I had just finished a busy week on inpatient service. From my perspective, our team had operated like a well-oiled machine. We did family-centered rounds at the bedside with the family and the nurse. We heard great feedback about how all parties felt involved. We saw fascinating rare diagnoses and more influenza than you can shake a stick at. We set goals, defined roles, gave real time and formalized feedback. It was medical education at its best! Or so I thought.

I sat down to review my evaluations for the week and received a piece of feedback on an evaluation that left me, frankly, flabbergasted. “I did not find it educational to listen to rounds on patients I was not following.”

If I lived in a TV comedy, the record-scratch would be inserted here. I read the line many times over because I could not believe that this was possible! Did we just experience the same week? As an educator I look around and see learning opportunities everywhere. Even if we see 5 patients in a row with the exact same diagnosis, which is not hard to imagine in a busy pediatric hospital in peak respiratory season, each encounter offers an opportunity to dive more deeply into differentiating physical examinations, learning communication strategies, and so much more.

My first instinct was to flip this feedback onto the student: maybe the student did not embrace their role as an adult learner. Or maybe they weren’t listening hard enough. Then, I wondered if there were actually missed opportunities here for me. At the beginning of service weeks, I work with trainees and students to identify learning goals for our time together. What I do not routinely do is ask them how they best learn.

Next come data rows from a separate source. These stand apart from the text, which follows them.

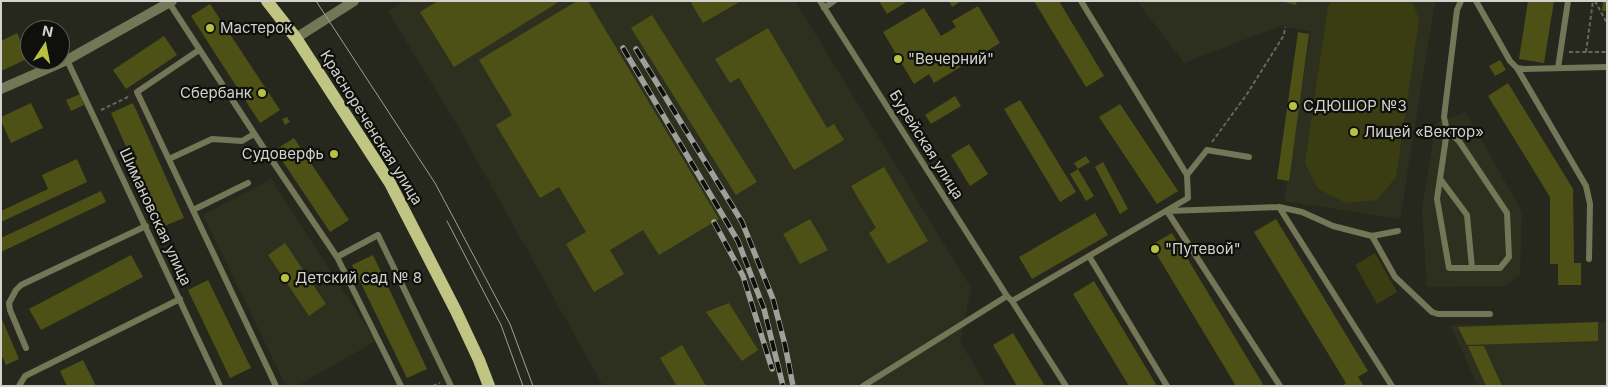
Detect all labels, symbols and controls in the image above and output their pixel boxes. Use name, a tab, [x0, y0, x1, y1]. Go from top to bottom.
place label: Мастерок	[220, 19, 292, 37]
north arrow	[20, 20, 70, 70]
text: N	[41, 21, 55, 40]
marker: Мастерок	[204, 22, 216, 34]
street label: Краснореченская улица	[316, 47, 426, 209]
place label: "Вечерний"	[908, 50, 994, 68]
marker: "Вечерний"	[892, 53, 904, 65]
place label: Сбербанк	[180, 84, 252, 102]
marker: Сбербанк	[256, 87, 268, 99]
street label: Бурейская улица	[885, 87, 967, 203]
place label: СДЮШОР №3	[1303, 97, 1407, 115]
marker: СДЮШОР №3	[1287, 100, 1299, 112]
place label: Лицей «Вектор»	[1364, 123, 1484, 141]
marker: Лицей «Вектор»	[1348, 126, 1360, 138]
street label: Шимановская улица	[115, 145, 195, 289]
place label: Судоверфь	[242, 145, 324, 163]
marker: Судоверфь	[328, 148, 340, 160]
place label: "Путевой"	[1165, 240, 1241, 258]
marker: "Путевой"	[1149, 243, 1161, 255]
place label: Детский сад № 8	[295, 269, 422, 287]
marker: Детский сад № 8	[279, 272, 291, 284]

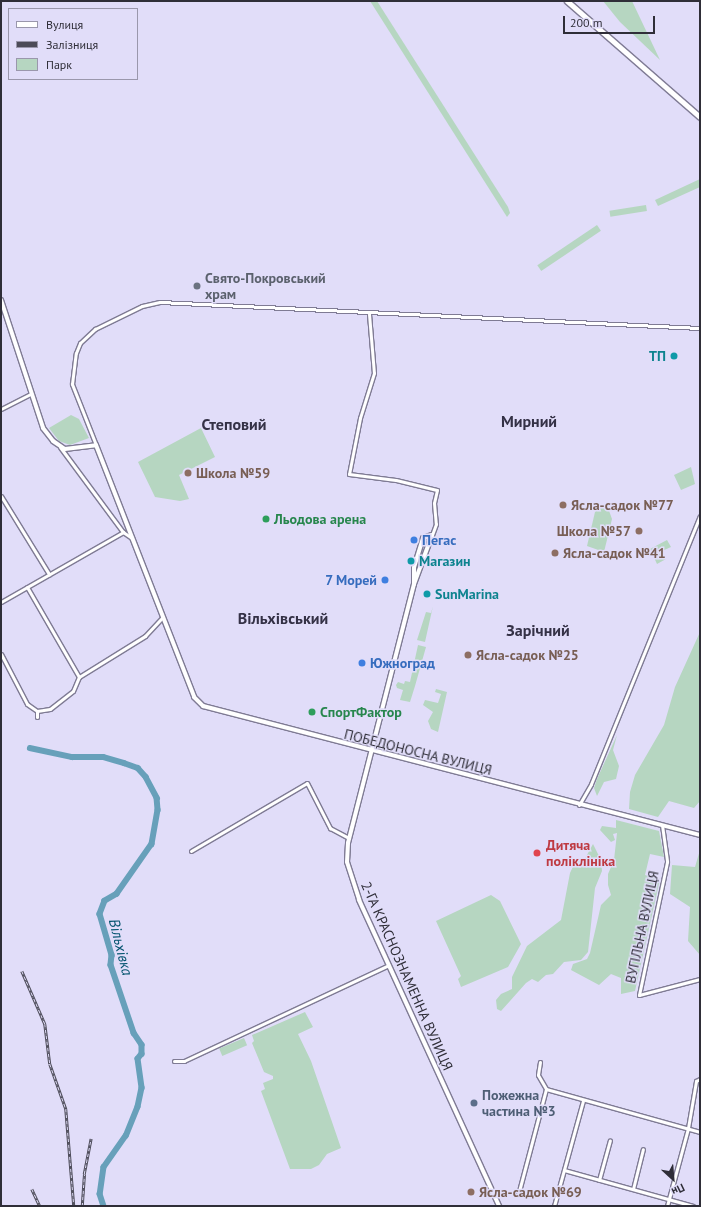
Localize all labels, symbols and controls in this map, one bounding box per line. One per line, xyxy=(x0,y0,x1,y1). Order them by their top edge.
legend xyxy=(8,8,138,80)
scale bar xyxy=(565,8,657,34)
text: 200 m xyxy=(570,15,603,30)
text: Вулиця xyxy=(46,17,83,32)
text: Залізниця xyxy=(46,37,98,52)
text: Парк xyxy=(46,57,72,72)
place label: Свято-Покровський храм xyxy=(205,270,326,302)
marker: Свято-Покровський храм xyxy=(192,281,202,291)
place label: ТП xyxy=(649,348,666,364)
marker: ТП xyxy=(669,351,679,361)
district label: Мирний xyxy=(501,411,557,431)
district label: Степовий xyxy=(201,414,267,434)
place label: Школа №59 xyxy=(196,465,270,481)
marker: Школа №59 xyxy=(183,468,193,478)
place label: Ясла-садок №77 xyxy=(571,497,674,513)
marker: Ясла-садок №77 xyxy=(558,500,568,510)
place label: Льодова арена xyxy=(274,511,366,527)
marker: Льодова арена xyxy=(261,514,271,524)
place label: Школа №57 xyxy=(557,523,631,539)
marker: Школа №57 xyxy=(634,526,644,536)
place label: Пегас xyxy=(422,532,456,548)
marker: Пегас xyxy=(409,535,419,545)
place label: Ясла-садок №41 xyxy=(563,545,666,561)
marker: Ясла-садок №41 xyxy=(550,548,560,558)
place label: Магазин xyxy=(419,553,471,569)
marker: Магазин xyxy=(406,556,416,566)
place label: 7 Морей xyxy=(325,572,377,588)
marker: 7 Морей xyxy=(380,575,390,585)
place label: SunMarina xyxy=(435,586,499,602)
marker: SunMarina xyxy=(422,589,432,599)
district label: Вільхівський xyxy=(238,608,328,628)
district label: Зарічний xyxy=(506,620,570,640)
place label: Ясла-садок №25 xyxy=(476,647,579,663)
marker: Ясла-садок №25 xyxy=(463,650,473,660)
place label: Южноград xyxy=(370,655,435,671)
marker: Южноград xyxy=(357,658,367,668)
place label: СпортФактор xyxy=(320,704,402,720)
marker: СпортФактор xyxy=(307,707,317,717)
street label: ПОБЕДОНОСНА ВУЛИЦЯ xyxy=(342,725,494,779)
place label: Дитяча поліклініка xyxy=(546,837,615,870)
marker: Дитяча поліклініка xyxy=(531,847,543,859)
street label: ВУГІЛЬНА ВУЛИЦЯ xyxy=(622,869,662,985)
street label: 2-ГА КРАСНОЗНАМЕННА ВУЛИЦЯ xyxy=(357,878,457,1074)
water label: Вільхівка xyxy=(105,917,137,977)
place label: Пожежна частина №3 xyxy=(482,1087,556,1120)
marker: Пожежна частина №3 xyxy=(469,1098,479,1108)
north arrow xyxy=(653,1159,693,1199)
text: Пн xyxy=(669,1181,687,1199)
place label: Ясла-садок №69 xyxy=(479,1184,582,1200)
marker: Ясла-садок №69 xyxy=(466,1187,476,1197)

Regardless of whether learning styles have merit or not, understanding how my trainees view their optimal learning helps me to understand what I may need to highlight. I might have understood that this student felt they didn’t learn well by just listening. I could have underlined that there is much more to do than listening on rounds. We can observe body language to see what it tells us about how a patient is feeling. We can grab a marker and do our best to relay the plan in simple language on the whiteboard. We can engage all our senses (maybe not taste, admittedly) and find learning everywhere.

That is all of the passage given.